%%
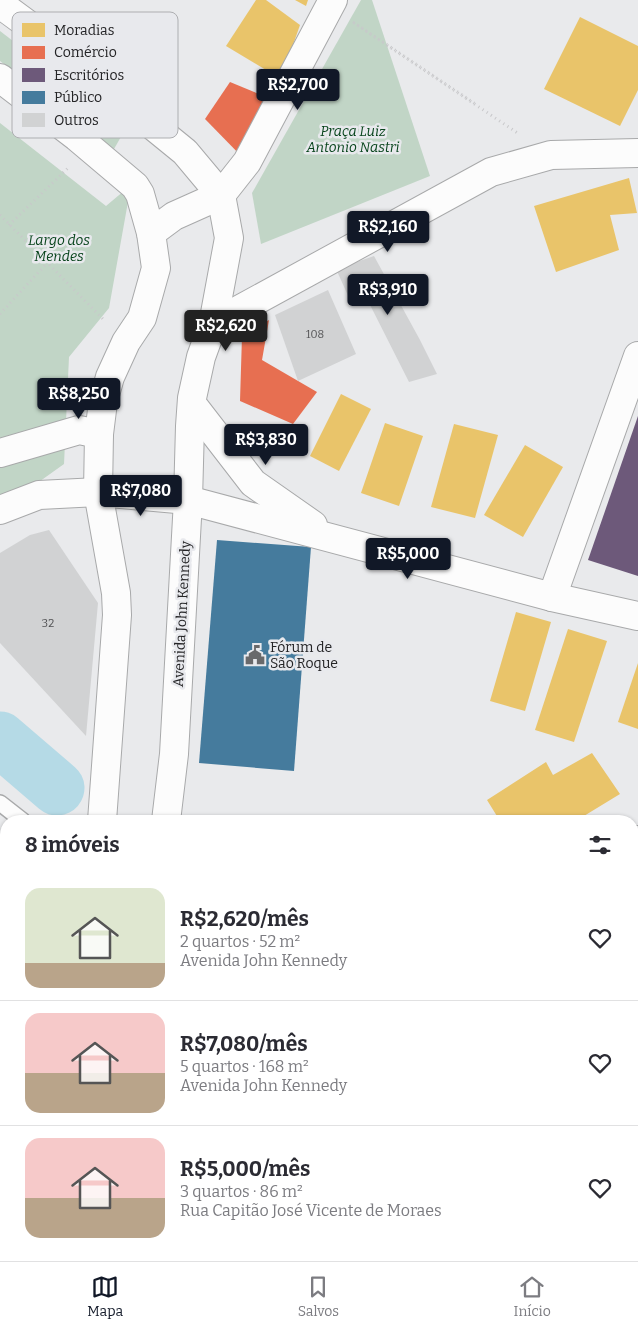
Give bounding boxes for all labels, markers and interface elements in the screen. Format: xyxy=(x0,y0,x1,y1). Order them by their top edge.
legend xyxy=(12,12,178,138)
text: Moradias xyxy=(54,22,114,39)
text: Comércio xyxy=(54,44,117,61)
text: Escritórios xyxy=(54,67,124,84)
pin: R$2,700 xyxy=(252,68,344,111)
text: R$2,700 xyxy=(267,75,329,94)
text: Público xyxy=(54,89,102,106)
text: Outros xyxy=(54,112,99,129)
park label: Praça Luiz Antonio Nastri xyxy=(306,123,400,156)
pin: R$2,160 xyxy=(342,210,434,253)
text: R$2,160 xyxy=(358,217,418,236)
park label: Largo dos Mendes xyxy=(28,232,90,265)
pin: R$3,910 xyxy=(342,274,434,316)
text: R$3,910 xyxy=(358,280,418,299)
pin: R$2,620 xyxy=(180,310,272,352)
text: R$2,620 xyxy=(195,316,257,335)
house number: 108 xyxy=(306,328,324,341)
pin: R$8,250 xyxy=(33,378,125,420)
text: R$8,250 xyxy=(48,384,110,403)
pin: R$3,830 xyxy=(220,424,312,466)
text: R$3,830 xyxy=(235,430,297,449)
pin: R$7,080 xyxy=(95,474,187,517)
text: R$7,080 xyxy=(111,481,171,500)
pin: R$5,000 xyxy=(362,538,454,580)
street label: Avenida John Kennedy xyxy=(170,540,194,688)
text: R$5,000 xyxy=(377,544,439,563)
house number: 32 xyxy=(42,617,54,630)
place label: Fórum de São Roque xyxy=(270,639,338,672)
public building icon: Fórum de São Roque xyxy=(244,644,266,666)
icon: filters xyxy=(586,831,614,859)
text: 8 imóveis xyxy=(25,832,120,858)
text: R$2,620/mês xyxy=(180,906,309,932)
icon: home xyxy=(65,908,125,968)
icon: heart xyxy=(586,924,614,952)
text: 2 quartos · 52 m² xyxy=(180,932,300,951)
text: Avenida John Kennedy xyxy=(180,951,347,970)
text: R$7,080/mês xyxy=(180,1031,308,1057)
icon: home xyxy=(65,1033,125,1093)
icon: heart xyxy=(586,1049,614,1077)
text: 5 quartos · 168 m² xyxy=(180,1057,309,1076)
text: Avenida John Kennedy xyxy=(180,1076,347,1095)
text: R$5,000/mês xyxy=(180,1156,310,1182)
icon: home xyxy=(65,1158,125,1218)
icon: heart xyxy=(586,1174,614,1202)
text: 3 quartos · 86 m² xyxy=(180,1182,303,1201)
text: Rua Capitão José Vicente de Moraes xyxy=(180,1201,442,1220)
tab: Mapa xyxy=(87,1273,123,1320)
tab: Salvos xyxy=(298,1273,339,1320)
tab: Início xyxy=(514,1273,551,1320)

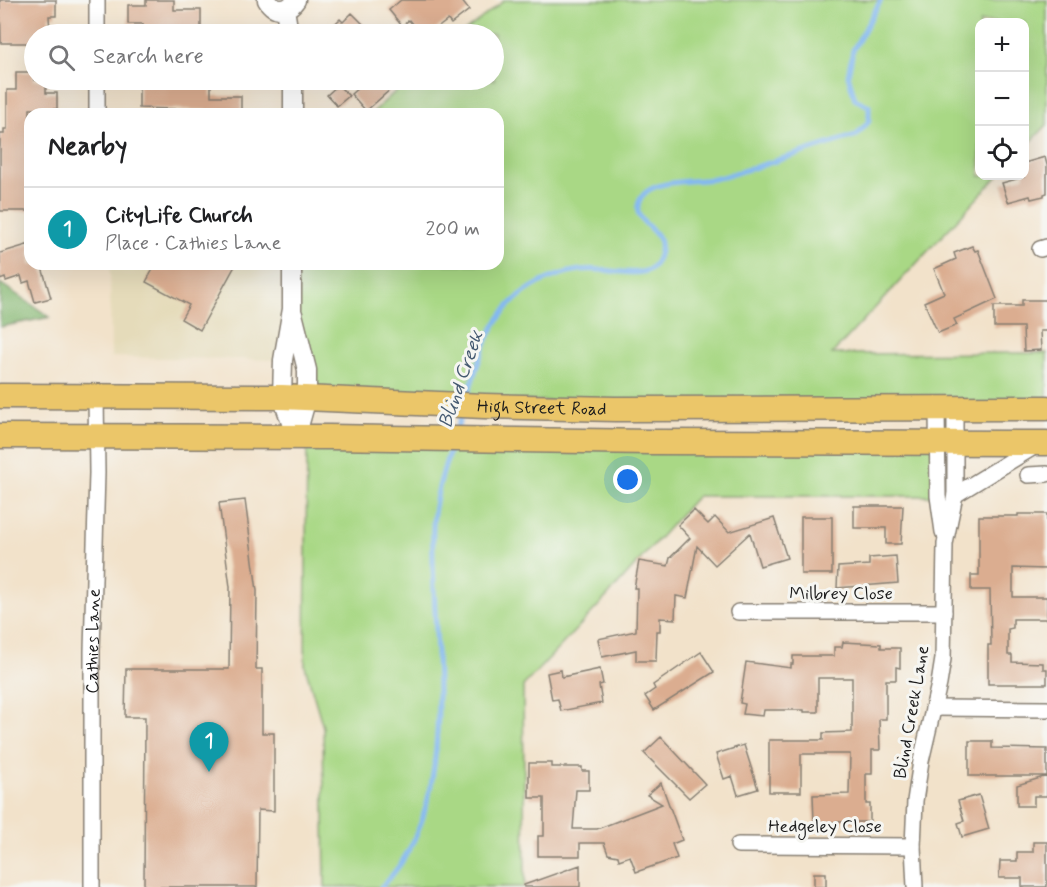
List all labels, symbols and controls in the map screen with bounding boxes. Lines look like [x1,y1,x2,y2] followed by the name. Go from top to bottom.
[975,18,1029,180] map controls
[975,18,1029,72] button: +
[24,24,504,90] search box
[45,41,78,74] icon: search
[93,43,204,71] text: Search here
[975,72,1029,126] button: −
[975,126,1029,180] button: locate
[48,130,127,164] text: Nearby
[105,202,253,230] text: CityLife Church
[63,216,72,243] text: 1
[425,216,480,243] text: 200 m
[105,230,281,257] text: Place · Cathies Lane
[432,327,491,432] water label: Blind Creek
[476,395,607,422] street label: High Street Road
[613,465,642,494] your location
[789,582,893,606] street label: Milbrey Close
[81,588,107,694] street label: Cathies Lane
[888,644,936,781] street label: Blind Creek Lane
[190,722,228,772] pin: 1
[768,815,882,840] street label: Hedgeley Close

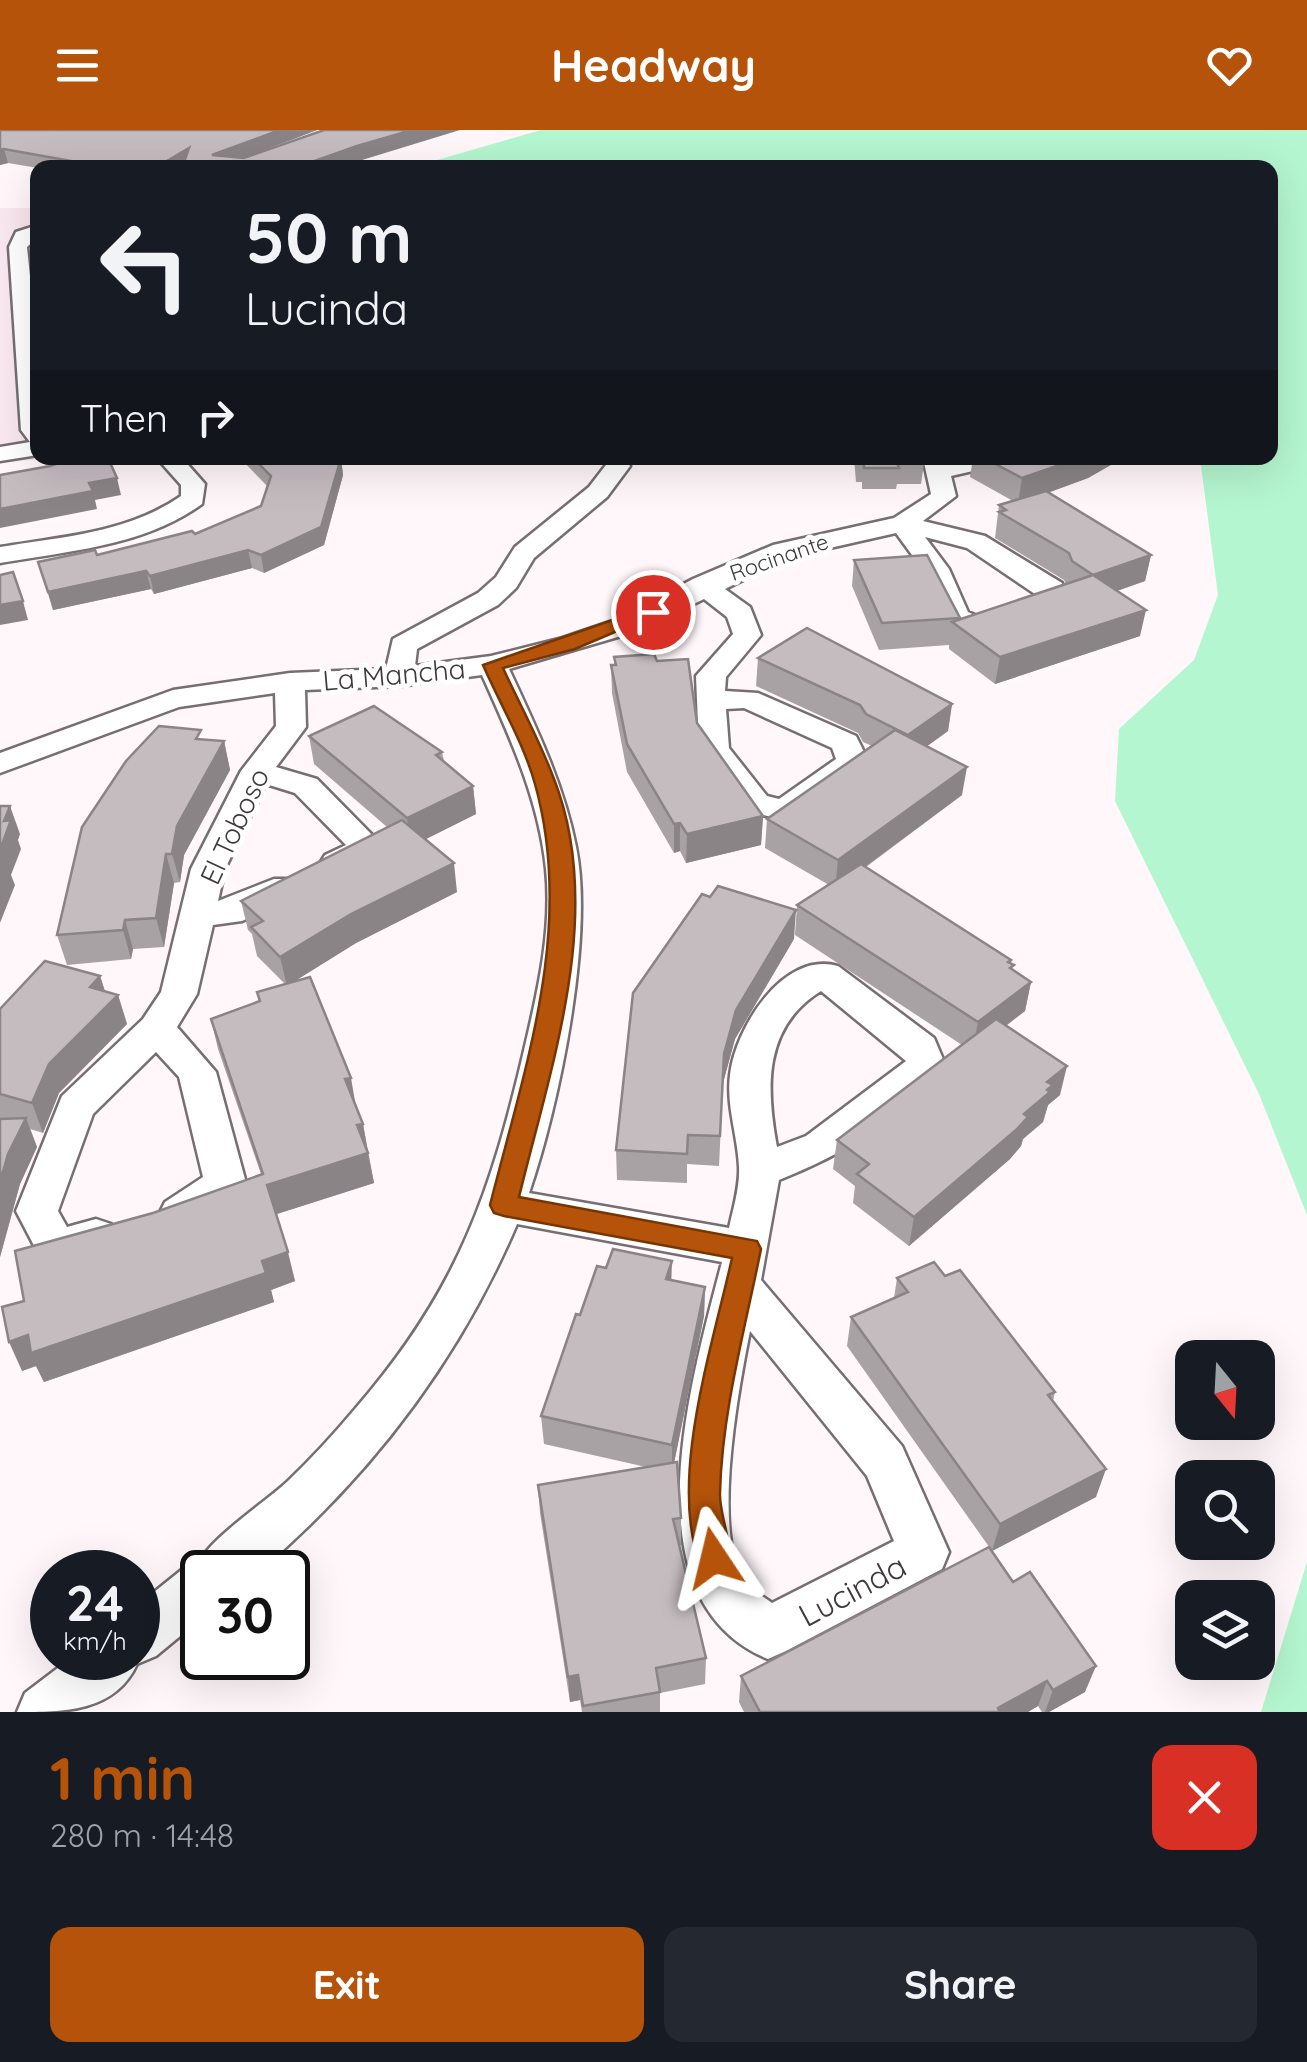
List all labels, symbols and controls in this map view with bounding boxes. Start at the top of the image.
text: Headway [551,37,756,93]
icon: menu [50,38,105,93]
icon: heart [1202,38,1257,93]
text: 50 m [245,193,412,281]
icon: left [80,200,210,330]
text: Lucinda [245,280,408,336]
icon: right [188,390,243,445]
text: Then [80,394,168,442]
street label: Rocinante [726,527,832,587]
pin [611,570,696,655]
icon: arrive [626,585,681,640]
street label: La Mancha [321,650,467,698]
street label: El Toboso [192,762,276,890]
north arrow [1175,1340,1275,1440]
map controls [1175,1340,1275,1680]
button: search [1175,1460,1275,1560]
position arrow [662,1506,766,1610]
street label: Lucinda [791,1545,913,1635]
speed limit sign: 30 [180,1550,310,1680]
text: 24 [66,1571,124,1634]
button: layers [1175,1580,1275,1680]
text: km/h [63,1625,127,1656]
text: 1 min [50,1740,195,1815]
button: close [1152,1745,1257,1850]
text: 280 m · 14:48 [50,1815,234,1855]
button: Exit [50,1927,644,2042]
button: Share [664,1927,1257,2042]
%%
__Description of the task__: Each line of the material needs to be given again exactly, without any of its pictures.

__Problem solution__:
Give bounding boxes for all labels, markers and interface elements in the screen. Format: xyxy=(x0,y0,x1,y1). Order them by their top edge.
legend xyxy=(12,12,178,138)
text: Moradias xyxy=(54,22,114,39)
text: Comércio xyxy=(54,44,117,61)
text: Escritórios xyxy=(54,67,124,84)
pin: R$2,700 xyxy=(252,68,344,111)
text: R$2,700 xyxy=(267,75,329,94)
text: Público xyxy=(54,89,102,106)
text: Outros xyxy=(54,112,99,129)
park label: Praça Luiz Antonio Nastri xyxy=(306,123,400,156)
pin: R$2,160 xyxy=(342,210,434,253)
text: R$2,160 xyxy=(358,217,418,236)
park label: Largo dos Mendes xyxy=(28,232,90,265)
pin: R$3,910 xyxy=(342,274,434,316)
text: R$3,910 xyxy=(358,280,418,299)
pin: R$2,620 xyxy=(180,310,272,352)
text: R$2,620 xyxy=(195,316,257,335)
house number: 108 xyxy=(306,328,324,341)
pin: R$8,250 xyxy=(33,378,125,420)
text: R$8,250 xyxy=(48,384,110,403)
pin: R$3,830 xyxy=(220,424,312,466)
text: R$3,830 xyxy=(235,430,297,449)
pin: R$7,080 xyxy=(95,474,187,517)
text: R$7,080 xyxy=(111,481,171,500)
pin: R$5,000 xyxy=(362,538,454,580)
street label: Avenida John Kennedy xyxy=(170,540,194,688)
text: R$5,000 xyxy=(377,544,439,563)
house number: 32 xyxy=(42,617,54,630)
place label: Fórum de São Roque xyxy=(270,639,338,672)
public building icon: Fórum de São Roque xyxy=(244,644,266,666)
icon: filters xyxy=(586,831,614,859)
text: 8 imóveis xyxy=(25,832,120,858)
text: R$2,620/mês xyxy=(180,906,309,932)
icon: home xyxy=(65,908,125,968)
icon: heart xyxy=(586,924,614,952)
text: 2 quartos · 52 m² xyxy=(180,932,300,951)
text: Avenida John Kennedy xyxy=(180,951,347,970)
text: R$7,080/mês xyxy=(180,1031,308,1057)
icon: home xyxy=(65,1033,125,1093)
icon: heart xyxy=(586,1049,614,1077)
text: 5 quartos · 168 m² xyxy=(180,1057,309,1076)
text: Avenida John Kennedy xyxy=(180,1076,347,1095)
text: R$5,000/mês xyxy=(180,1156,310,1182)
icon: home xyxy=(65,1158,125,1218)
icon: heart xyxy=(586,1174,614,1202)
text: 3 quartos · 86 m² xyxy=(180,1182,303,1201)
text: Rua Capitão José Vicente de Moraes xyxy=(180,1201,442,1220)
tab: Mapa xyxy=(87,1273,123,1320)
tab: Salvos xyxy=(298,1273,339,1320)
tab: Início xyxy=(514,1273,551,1320)

List all labels, symbols and controls in the map screen with bounding boxes. Lines look like [x1,y1,x2,y2] followed by the name. Go from top to bottom.
[975,18,1029,180] map controls
[975,18,1029,72] button: +
[24,24,504,90] search box
[45,41,78,74] icon: search
[93,43,204,71] text: Search here
[975,72,1029,126] button: −
[975,126,1029,180] button: locate
[48,130,127,164] text: Nearby
[105,202,253,230] text: CityLife Church
[63,216,72,243] text: 1
[425,216,480,243] text: 200 m
[105,230,281,257] text: Place · Cathies Lane
[432,327,491,432] water label: Blind Creek
[476,395,607,422] street label: High Street Road
[613,465,642,494] your location
[789,582,893,606] street label: Milbrey Close
[81,588,107,694] street label: Cathies Lane
[888,644,936,781] street label: Blind Creek Lane
[190,722,228,772] pin: 1
[768,815,882,840] street label: Hedgeley Close

List all labels, symbols and controls in this map view with bounding boxes. Start at the top of the image.
text: Headway [551,37,756,93]
icon: menu [50,38,105,93]
icon: heart [1202,38,1257,93]
text: 50 m [245,193,412,281]
icon: left [80,200,210,330]
text: Lucinda [245,280,408,336]
icon: right [188,390,243,445]
text: Then [80,394,168,442]
street label: Rocinante [726,527,832,587]
pin [611,570,696,655]
icon: arrive [626,585,681,640]
street label: La Mancha [321,650,467,698]
street label: El Toboso [192,762,276,890]
north arrow [1175,1340,1275,1440]
map controls [1175,1340,1275,1680]
button: search [1175,1460,1275,1560]
position arrow [662,1506,766,1610]
street label: Lucinda [791,1545,913,1635]
speed limit sign: 30 [180,1550,310,1680]
text: 24 [66,1571,124,1634]
button: layers [1175,1580,1275,1680]
text: km/h [63,1625,127,1656]
text: 1 min [50,1740,195,1815]
button: close [1152,1745,1257,1850]
text: 280 m · 14:48 [50,1815,234,1855]
button: Exit [50,1927,644,2042]
button: Share [664,1927,1257,2042]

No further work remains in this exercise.